Political stability a sound legal system, a stable banking environment, a sound regulatory regime, tax neutrality and the absence of exchange controls make the Cayman Islands a highly attractive place to do business.

Given this environment, it’s not surprising that the Cayman Islands is a thriving centre for international finance. Cayman Islands clientele have access to wide array of services including banking, trust, mutual funds, company management, structured financing, vessel registration, insurance, and listing on the stock exchange. Supporting this array of services are highly skilled legal, accounting and other professional advisors. It is home to the world’s leading banks, investment agencies, accounting firms and law firms.

The responsibility for regulating the licensing of banks, trust companies, management companies and insurance companies lies with the ‘Cayman Islands Monetary Authority’ who have introduced a series of up to date laws and regulations.

Indeed, the Cayman Islands banking sector has received an Aa3 country risk rating for its services and (95% of the) largest banks in the world are licenced here.

The Cayman Islands’ banking sector adheres to the guidelines of the Basle Committee on Banking Supervision.

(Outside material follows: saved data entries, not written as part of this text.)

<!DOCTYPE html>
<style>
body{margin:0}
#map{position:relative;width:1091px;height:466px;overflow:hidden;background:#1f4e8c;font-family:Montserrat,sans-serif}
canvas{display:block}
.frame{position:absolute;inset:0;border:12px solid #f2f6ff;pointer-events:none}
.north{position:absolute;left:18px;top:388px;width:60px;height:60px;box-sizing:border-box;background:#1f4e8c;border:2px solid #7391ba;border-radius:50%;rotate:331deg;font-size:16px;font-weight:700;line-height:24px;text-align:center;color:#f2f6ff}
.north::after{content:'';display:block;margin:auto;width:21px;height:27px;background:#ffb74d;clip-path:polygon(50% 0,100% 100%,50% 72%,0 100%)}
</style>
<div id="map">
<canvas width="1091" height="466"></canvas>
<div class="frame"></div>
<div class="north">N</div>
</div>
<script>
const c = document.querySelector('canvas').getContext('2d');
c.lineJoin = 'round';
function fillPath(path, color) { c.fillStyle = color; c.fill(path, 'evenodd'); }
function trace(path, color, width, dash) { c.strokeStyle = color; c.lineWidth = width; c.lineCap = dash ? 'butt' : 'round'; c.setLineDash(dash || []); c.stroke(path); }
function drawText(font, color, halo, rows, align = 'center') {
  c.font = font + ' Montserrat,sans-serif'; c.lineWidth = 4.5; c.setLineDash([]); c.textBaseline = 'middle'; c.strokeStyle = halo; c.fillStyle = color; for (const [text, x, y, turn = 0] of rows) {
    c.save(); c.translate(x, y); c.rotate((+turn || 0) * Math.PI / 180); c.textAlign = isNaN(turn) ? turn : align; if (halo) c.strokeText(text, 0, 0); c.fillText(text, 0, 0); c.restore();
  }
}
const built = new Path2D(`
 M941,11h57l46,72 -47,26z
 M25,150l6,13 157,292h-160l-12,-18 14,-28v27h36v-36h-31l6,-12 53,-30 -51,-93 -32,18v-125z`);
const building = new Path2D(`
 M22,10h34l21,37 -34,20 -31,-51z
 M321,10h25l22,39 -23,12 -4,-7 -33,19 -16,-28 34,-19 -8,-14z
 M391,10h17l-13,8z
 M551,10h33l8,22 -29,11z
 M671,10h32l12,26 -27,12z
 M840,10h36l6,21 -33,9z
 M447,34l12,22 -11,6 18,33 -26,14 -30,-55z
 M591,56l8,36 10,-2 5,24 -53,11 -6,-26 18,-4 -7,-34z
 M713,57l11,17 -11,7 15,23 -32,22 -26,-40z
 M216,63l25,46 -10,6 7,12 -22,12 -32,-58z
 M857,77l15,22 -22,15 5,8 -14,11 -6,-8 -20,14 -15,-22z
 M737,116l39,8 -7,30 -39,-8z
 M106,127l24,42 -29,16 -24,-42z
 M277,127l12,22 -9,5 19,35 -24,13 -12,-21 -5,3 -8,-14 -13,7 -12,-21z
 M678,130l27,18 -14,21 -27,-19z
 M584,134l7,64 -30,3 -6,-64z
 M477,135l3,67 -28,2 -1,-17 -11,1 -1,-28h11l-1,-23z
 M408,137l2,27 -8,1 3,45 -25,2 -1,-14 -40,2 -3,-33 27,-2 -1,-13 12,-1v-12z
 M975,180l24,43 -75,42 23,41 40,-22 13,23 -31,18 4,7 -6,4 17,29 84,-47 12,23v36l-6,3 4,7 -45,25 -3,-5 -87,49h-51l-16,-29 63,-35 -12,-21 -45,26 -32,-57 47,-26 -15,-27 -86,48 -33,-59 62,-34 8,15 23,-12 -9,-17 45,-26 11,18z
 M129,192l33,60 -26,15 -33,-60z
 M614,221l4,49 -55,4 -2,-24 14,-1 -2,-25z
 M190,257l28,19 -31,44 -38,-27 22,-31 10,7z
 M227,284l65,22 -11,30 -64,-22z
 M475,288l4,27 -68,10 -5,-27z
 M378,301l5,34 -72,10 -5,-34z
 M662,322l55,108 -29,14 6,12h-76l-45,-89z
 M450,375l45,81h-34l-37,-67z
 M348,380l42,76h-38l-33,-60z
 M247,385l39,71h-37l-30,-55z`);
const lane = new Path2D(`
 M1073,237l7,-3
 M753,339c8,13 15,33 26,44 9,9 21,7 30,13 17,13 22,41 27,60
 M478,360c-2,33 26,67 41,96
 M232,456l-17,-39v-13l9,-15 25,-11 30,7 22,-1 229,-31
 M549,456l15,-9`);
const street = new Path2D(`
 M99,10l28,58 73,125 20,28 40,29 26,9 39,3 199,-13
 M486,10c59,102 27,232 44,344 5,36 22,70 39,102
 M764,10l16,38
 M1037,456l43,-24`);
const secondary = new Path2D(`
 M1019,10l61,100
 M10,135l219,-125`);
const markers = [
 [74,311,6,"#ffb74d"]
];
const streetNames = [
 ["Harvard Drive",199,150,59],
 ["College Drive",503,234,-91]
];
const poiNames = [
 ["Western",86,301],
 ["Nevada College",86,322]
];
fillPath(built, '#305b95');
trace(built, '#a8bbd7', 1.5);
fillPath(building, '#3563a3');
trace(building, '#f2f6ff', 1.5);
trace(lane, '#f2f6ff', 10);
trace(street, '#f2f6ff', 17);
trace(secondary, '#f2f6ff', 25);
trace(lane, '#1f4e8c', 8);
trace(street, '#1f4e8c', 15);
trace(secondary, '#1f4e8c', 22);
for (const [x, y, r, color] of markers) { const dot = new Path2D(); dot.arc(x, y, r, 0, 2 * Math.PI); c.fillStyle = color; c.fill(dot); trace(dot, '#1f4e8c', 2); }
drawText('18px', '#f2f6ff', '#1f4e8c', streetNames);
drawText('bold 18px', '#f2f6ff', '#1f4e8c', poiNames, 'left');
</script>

The Cayman Islands are a member of the ‘Offshore Bank Supervisors’ and the ‘Caribbean Group of Banking Supervisors’, both of which were formed under the auspices of the Basle Committee.

Banks adhere to the ‘know your client’ rule. These rules have been approved by the U.S. Internal Revenue Service, enabling institutions in the Cayman Islands to become qualified intermediaries under the US Withholding Tax Rules introduced on 1 January 2001.

As a leading domicile for offshore hedge funds, the Cayman Islands is also the second largest captive insurance centre in the world, and the first choice worldwide for structured finance vehicles.

In addition, a vibrant trust and corporate services sector is supported by English common law and an impressive array of professional service providers, including the presence of the majority of the worlds largest accounting firms and international law firms.

Established in 1997, the Cayman Islands Stock Exchange("CSX") enjoys status as a "recognized stock exhange" under Section 841 of the Income and Corporation Taxes Act 1988. Recognition by the U.K. Inland Revenue confirms the CSX as an exchange of comparable merit and capacity to those in a major economy or significant financial centre. Other major recognitions include registered organization status by the London Stock Exchange and affiliate membership of the International Organization of Securities Commission and Intermarket Surveillance Group. The CSX’s listing rules have been designed to facilitate the listing of mutual funds and specialist debt securities, as well as Eurobonds, derivative warrants and depositary receipts.

There is also a secondary listing facility for companies registered on other recognized exchanges. The exchange is also able to list domestic equities although demand for this facility is currently limited.


The Cayman Islands Government does not impose income tax, corporation tax, capital gains tax, gift tax. There are no property taxes or rates and no controls on the foreign ownership of property and land. The bulk of government revenues are earned through consumption-based taxes, such as licensing fees and customs duties and property transfer taxes.